◆ **WHAT IS EXPECTED**
Write out only the lines from the start of the entries up to and including the line with "--surface:#fff; --page:#f2f2f2; --text:#222;"; please skip the pictures.

EXERCISE DATA Start Marker

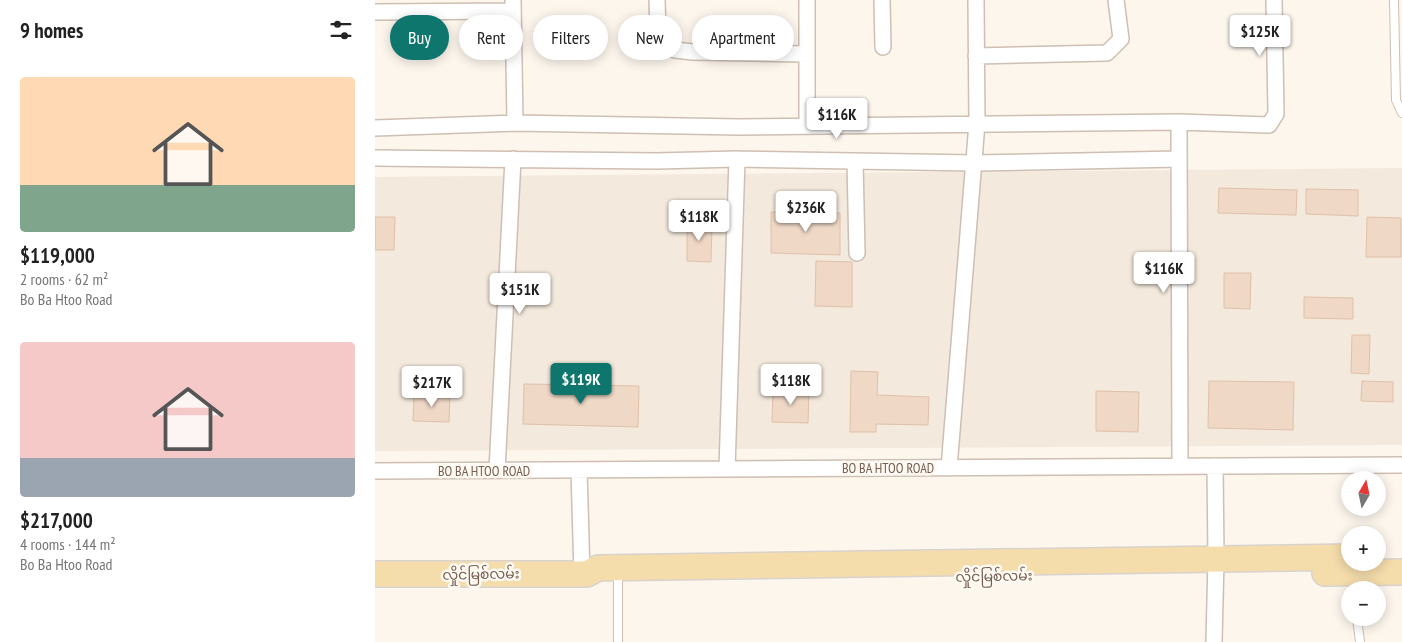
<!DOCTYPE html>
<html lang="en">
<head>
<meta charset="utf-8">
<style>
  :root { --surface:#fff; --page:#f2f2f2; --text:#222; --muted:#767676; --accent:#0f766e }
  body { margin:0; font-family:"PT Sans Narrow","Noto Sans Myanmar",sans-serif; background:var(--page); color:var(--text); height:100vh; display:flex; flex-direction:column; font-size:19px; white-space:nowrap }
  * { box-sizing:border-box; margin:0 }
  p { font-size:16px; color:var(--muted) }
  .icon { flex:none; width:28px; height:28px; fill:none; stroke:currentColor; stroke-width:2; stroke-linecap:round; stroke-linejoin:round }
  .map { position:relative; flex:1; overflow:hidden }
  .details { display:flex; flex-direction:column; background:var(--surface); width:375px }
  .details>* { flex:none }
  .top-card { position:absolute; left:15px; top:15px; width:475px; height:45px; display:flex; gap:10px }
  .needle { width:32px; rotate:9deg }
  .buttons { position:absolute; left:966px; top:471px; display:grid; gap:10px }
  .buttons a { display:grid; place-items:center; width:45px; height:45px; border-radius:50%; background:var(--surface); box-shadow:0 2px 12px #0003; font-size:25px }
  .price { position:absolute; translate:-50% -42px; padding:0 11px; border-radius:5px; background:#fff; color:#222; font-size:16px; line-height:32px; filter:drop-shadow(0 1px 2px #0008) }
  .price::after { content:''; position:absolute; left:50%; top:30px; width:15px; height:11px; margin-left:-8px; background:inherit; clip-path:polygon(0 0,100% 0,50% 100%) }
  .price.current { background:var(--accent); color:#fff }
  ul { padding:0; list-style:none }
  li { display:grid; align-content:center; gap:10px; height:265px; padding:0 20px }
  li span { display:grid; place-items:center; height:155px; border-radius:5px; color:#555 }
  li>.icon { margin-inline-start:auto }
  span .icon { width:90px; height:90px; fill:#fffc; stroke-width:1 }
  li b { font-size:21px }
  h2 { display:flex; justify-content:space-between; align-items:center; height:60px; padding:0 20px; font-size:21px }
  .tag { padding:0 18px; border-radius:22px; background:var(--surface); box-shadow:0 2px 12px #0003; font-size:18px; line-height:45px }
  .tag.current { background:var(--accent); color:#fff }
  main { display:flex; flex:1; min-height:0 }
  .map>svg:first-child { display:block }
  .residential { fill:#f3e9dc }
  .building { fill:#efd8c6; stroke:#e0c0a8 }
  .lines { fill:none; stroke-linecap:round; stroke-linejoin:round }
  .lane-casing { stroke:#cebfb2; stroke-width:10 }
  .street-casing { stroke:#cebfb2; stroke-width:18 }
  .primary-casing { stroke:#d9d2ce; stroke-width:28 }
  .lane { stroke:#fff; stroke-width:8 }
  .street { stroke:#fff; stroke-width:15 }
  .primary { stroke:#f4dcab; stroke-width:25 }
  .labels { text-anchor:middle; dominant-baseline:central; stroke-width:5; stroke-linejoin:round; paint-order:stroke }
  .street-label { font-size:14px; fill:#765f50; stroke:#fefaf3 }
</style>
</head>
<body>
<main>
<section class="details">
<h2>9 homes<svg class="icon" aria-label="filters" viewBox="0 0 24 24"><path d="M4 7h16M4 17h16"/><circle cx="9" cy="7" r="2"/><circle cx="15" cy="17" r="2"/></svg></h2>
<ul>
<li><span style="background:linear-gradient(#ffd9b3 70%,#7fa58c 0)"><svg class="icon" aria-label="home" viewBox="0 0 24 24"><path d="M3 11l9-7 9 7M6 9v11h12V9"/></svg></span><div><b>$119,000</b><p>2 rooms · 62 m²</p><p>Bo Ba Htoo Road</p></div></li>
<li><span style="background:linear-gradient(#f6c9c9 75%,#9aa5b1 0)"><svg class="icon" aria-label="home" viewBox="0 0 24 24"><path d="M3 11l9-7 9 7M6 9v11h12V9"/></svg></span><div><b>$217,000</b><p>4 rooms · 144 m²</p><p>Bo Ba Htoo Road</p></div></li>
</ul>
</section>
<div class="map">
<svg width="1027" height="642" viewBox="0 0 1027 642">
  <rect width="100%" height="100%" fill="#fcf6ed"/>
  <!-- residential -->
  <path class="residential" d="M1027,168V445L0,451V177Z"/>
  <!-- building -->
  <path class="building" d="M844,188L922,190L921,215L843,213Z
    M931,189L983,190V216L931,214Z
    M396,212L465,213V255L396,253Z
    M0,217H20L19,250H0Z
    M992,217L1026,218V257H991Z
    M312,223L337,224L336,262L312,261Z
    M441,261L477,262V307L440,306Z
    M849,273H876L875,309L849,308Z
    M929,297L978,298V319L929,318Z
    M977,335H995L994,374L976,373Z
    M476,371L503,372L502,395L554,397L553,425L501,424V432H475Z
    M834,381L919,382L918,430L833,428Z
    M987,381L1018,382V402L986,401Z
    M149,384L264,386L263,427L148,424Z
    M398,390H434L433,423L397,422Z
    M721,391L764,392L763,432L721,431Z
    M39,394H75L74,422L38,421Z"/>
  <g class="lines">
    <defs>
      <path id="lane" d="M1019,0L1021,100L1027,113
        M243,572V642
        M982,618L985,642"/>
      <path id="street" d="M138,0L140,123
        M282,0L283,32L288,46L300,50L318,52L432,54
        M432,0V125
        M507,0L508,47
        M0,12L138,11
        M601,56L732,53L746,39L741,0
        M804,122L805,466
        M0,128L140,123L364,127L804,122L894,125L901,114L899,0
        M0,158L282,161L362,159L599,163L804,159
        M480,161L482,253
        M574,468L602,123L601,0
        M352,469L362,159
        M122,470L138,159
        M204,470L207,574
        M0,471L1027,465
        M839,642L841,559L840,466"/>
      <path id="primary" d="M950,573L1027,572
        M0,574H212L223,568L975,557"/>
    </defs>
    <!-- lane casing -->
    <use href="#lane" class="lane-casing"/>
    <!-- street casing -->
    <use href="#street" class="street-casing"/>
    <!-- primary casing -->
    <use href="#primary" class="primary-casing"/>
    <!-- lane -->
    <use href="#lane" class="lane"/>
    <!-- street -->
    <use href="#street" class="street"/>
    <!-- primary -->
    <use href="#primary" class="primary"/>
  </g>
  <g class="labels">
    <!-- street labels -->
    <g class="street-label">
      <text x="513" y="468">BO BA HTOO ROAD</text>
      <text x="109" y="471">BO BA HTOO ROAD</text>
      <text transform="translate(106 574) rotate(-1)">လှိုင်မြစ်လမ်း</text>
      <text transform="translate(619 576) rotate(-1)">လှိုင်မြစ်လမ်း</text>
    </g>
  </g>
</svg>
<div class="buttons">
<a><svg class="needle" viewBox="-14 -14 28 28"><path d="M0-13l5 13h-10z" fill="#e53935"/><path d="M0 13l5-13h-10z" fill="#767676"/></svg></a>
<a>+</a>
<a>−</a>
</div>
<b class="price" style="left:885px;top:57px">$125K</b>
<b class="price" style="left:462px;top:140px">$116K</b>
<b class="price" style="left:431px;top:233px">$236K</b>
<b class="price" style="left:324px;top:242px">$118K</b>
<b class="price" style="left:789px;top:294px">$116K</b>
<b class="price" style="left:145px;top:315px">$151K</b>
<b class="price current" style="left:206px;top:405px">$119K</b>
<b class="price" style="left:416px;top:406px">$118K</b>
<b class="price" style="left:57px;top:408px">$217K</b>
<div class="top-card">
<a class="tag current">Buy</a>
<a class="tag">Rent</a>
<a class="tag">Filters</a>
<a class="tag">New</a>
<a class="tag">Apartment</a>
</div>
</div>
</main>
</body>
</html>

EXERCISE DATA End Marker

◆ **FINISHED TASK**
<!DOCTYPE html>
<html lang="en">
<head>
<meta charset="utf-8">
<style>
  :root { --surface:#fff; --page:#f2f2f2; --text:#222; --muted:#767676; --accent:#0f766e }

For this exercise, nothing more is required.